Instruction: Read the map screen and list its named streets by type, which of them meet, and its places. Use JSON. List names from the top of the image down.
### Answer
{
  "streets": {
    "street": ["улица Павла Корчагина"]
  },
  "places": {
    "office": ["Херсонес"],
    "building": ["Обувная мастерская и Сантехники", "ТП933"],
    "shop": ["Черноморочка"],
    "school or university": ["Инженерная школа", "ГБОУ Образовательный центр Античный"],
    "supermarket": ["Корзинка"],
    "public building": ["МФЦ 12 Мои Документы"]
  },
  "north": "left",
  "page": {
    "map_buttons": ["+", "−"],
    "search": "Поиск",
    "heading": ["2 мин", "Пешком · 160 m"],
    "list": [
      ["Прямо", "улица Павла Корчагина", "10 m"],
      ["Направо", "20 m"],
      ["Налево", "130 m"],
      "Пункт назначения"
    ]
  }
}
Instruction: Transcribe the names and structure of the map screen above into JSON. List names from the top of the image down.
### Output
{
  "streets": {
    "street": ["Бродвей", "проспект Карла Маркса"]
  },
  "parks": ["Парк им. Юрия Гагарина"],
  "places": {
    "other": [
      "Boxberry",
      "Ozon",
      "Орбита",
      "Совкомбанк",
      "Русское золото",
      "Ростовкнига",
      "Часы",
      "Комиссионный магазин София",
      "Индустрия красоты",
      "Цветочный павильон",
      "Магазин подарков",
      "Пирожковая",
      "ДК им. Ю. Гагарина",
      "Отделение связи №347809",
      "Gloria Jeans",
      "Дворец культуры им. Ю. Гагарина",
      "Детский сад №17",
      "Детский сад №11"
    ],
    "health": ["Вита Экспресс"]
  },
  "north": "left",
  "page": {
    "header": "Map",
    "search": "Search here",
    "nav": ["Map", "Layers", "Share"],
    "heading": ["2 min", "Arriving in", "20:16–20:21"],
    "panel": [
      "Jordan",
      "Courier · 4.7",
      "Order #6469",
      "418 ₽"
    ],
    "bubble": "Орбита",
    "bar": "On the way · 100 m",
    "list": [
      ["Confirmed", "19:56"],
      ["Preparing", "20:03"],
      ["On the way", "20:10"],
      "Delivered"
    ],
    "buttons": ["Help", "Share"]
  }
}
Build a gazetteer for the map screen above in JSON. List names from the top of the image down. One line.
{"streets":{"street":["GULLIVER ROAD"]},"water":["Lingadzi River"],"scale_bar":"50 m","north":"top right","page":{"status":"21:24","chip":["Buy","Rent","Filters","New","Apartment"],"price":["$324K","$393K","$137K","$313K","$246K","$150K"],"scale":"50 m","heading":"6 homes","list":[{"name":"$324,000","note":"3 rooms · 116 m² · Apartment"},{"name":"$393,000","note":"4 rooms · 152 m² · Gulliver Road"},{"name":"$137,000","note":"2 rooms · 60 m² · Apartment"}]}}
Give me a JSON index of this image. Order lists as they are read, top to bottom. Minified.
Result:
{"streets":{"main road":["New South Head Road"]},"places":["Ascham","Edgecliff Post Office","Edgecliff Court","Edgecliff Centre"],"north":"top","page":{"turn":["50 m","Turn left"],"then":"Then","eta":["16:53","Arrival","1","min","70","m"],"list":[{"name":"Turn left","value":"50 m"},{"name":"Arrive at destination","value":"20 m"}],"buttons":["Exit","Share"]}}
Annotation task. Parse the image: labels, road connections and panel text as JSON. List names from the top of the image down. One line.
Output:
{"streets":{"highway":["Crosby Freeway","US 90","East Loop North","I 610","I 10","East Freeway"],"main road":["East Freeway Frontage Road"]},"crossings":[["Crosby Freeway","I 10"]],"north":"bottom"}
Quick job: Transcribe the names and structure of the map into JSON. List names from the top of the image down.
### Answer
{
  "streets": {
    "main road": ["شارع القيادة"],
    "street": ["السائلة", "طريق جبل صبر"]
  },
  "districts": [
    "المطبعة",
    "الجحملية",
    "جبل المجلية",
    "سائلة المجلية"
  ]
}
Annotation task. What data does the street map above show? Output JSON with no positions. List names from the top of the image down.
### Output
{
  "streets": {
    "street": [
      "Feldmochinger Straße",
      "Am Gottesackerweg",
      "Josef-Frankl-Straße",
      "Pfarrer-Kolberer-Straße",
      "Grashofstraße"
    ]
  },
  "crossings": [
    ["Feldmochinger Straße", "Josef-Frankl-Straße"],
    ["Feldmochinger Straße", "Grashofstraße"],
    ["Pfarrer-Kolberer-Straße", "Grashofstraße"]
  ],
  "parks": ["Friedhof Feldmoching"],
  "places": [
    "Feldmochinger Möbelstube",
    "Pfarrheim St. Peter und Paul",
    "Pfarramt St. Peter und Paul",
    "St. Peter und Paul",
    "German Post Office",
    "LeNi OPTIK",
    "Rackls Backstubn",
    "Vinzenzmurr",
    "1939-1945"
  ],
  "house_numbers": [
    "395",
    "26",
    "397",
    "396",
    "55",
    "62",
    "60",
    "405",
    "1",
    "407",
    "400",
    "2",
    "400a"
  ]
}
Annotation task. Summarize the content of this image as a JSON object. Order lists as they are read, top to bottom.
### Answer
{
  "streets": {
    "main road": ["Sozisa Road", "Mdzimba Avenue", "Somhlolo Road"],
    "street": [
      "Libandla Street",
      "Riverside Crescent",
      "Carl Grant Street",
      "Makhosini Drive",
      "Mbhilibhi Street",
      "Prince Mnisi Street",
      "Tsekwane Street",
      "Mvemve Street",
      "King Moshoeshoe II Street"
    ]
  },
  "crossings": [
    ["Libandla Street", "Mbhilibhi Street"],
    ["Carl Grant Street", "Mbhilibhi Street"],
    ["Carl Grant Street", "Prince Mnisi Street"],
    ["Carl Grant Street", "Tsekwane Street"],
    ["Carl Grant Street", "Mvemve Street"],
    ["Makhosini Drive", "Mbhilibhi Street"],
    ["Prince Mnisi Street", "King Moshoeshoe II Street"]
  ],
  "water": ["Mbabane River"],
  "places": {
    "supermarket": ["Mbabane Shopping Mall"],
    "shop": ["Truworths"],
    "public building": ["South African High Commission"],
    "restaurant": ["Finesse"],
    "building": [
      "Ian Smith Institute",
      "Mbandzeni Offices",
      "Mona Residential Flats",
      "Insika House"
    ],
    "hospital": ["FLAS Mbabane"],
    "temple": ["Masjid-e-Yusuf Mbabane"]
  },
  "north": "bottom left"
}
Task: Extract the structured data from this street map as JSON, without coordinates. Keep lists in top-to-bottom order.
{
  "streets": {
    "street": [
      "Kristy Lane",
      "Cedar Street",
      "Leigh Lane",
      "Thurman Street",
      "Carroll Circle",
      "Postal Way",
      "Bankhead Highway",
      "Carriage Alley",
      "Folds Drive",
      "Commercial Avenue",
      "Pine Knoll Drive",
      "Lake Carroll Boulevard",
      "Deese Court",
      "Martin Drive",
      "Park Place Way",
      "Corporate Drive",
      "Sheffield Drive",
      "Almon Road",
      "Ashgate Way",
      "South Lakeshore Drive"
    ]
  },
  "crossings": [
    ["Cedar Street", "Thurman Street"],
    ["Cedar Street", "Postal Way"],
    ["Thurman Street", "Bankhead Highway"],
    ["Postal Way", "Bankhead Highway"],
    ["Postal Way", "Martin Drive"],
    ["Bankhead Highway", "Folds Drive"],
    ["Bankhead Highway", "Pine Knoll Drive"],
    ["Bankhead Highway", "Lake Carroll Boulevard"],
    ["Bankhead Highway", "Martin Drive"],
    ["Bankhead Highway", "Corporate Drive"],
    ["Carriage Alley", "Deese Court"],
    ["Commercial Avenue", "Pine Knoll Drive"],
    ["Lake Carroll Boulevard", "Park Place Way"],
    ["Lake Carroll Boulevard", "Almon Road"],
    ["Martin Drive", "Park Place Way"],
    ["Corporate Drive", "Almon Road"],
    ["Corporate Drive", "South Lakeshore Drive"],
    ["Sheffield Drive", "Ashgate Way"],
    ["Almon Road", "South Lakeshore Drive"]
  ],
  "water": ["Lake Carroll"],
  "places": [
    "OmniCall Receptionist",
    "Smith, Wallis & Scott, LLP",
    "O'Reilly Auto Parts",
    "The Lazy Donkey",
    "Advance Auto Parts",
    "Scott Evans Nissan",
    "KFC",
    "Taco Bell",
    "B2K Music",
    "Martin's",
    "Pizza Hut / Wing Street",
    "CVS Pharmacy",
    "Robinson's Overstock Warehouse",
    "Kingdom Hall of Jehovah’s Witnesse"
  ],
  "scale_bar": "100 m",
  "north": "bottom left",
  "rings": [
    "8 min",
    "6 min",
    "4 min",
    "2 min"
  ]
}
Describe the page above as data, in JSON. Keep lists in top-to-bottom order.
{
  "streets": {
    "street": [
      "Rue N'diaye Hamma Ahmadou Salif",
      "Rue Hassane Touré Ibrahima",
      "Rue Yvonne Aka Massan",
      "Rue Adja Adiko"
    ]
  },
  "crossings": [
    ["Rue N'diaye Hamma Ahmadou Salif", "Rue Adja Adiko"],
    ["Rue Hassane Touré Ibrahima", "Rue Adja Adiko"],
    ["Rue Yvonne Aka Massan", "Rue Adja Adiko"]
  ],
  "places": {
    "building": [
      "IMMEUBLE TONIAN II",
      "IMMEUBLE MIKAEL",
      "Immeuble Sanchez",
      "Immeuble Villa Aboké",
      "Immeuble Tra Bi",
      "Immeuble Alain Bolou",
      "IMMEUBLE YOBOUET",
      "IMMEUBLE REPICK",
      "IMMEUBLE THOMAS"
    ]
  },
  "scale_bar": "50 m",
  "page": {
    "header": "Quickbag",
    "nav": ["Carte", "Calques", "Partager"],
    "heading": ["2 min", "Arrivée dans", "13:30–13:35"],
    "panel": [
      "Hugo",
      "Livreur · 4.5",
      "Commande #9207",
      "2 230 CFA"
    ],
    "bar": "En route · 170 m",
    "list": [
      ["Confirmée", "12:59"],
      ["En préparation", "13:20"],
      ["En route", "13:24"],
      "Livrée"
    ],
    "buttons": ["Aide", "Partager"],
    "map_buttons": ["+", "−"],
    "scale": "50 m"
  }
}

● ● ●

Nothing but a number should be given: the count of lines above that hold "Output".

4